Exercise objective: Could you give the records below again exactly, without the pictures?

Material supplied:

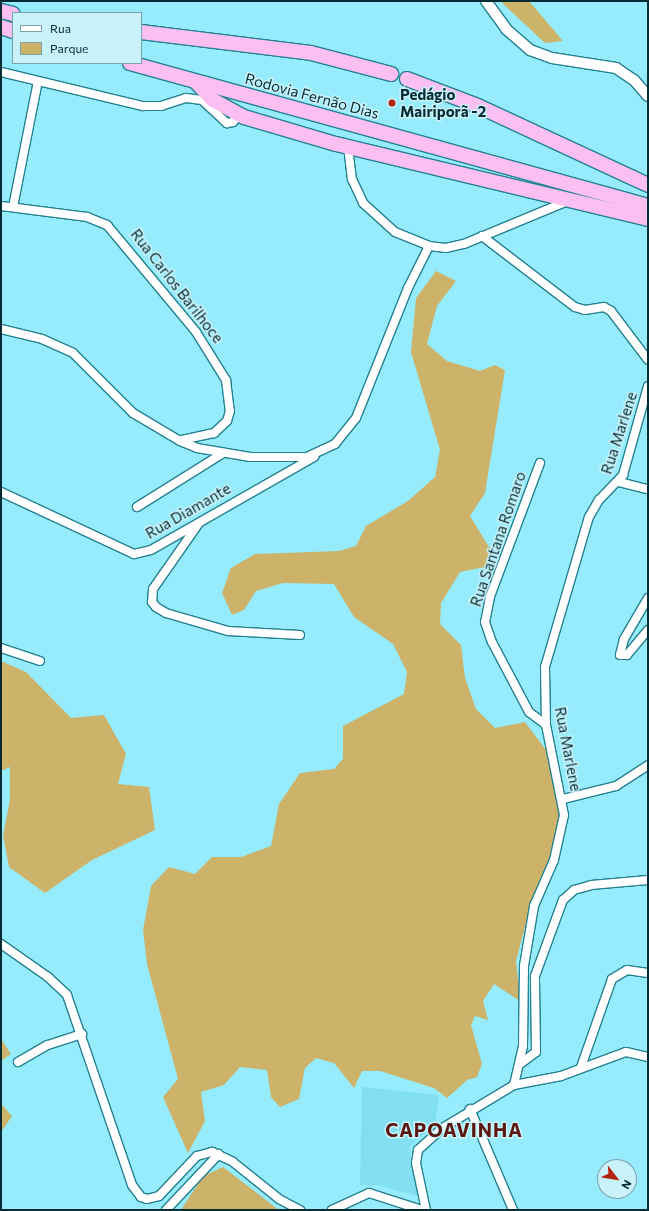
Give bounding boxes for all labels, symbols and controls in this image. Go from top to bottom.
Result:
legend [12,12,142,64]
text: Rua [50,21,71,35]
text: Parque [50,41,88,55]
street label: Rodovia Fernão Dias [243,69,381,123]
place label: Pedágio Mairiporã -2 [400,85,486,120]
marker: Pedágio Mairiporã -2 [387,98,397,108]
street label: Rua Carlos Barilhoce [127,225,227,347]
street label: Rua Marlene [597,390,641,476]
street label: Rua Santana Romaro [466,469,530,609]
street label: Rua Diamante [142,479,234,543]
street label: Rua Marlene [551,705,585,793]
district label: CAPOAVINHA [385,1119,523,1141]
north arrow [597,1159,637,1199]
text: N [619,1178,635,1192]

Solution for this task:
Give bounding boxes for all labels, symbols and controls in this image. Go from top to bottom.
Result:
legend [12,12,142,64]
text: Rua [50,21,71,35]
text: Parque [50,41,88,55]
street label: Rodovia Fernão Dias [243,69,381,123]
place label: Pedágio Mairiporã -2 [400,85,486,120]
marker: Pedágio Mairiporã -2 [387,98,397,108]
street label: Rua Carlos Barilhoce [127,225,227,347]
street label: Rua Marlene [597,390,641,476]
street label: Rua Santana Romaro [466,469,530,609]
street label: Rua Diamante [142,479,234,543]
street label: Rua Marlene [551,705,585,793]
district label: CAPOAVINHA [385,1119,523,1141]
north arrow [597,1159,637,1199]
text: N [619,1178,635,1192]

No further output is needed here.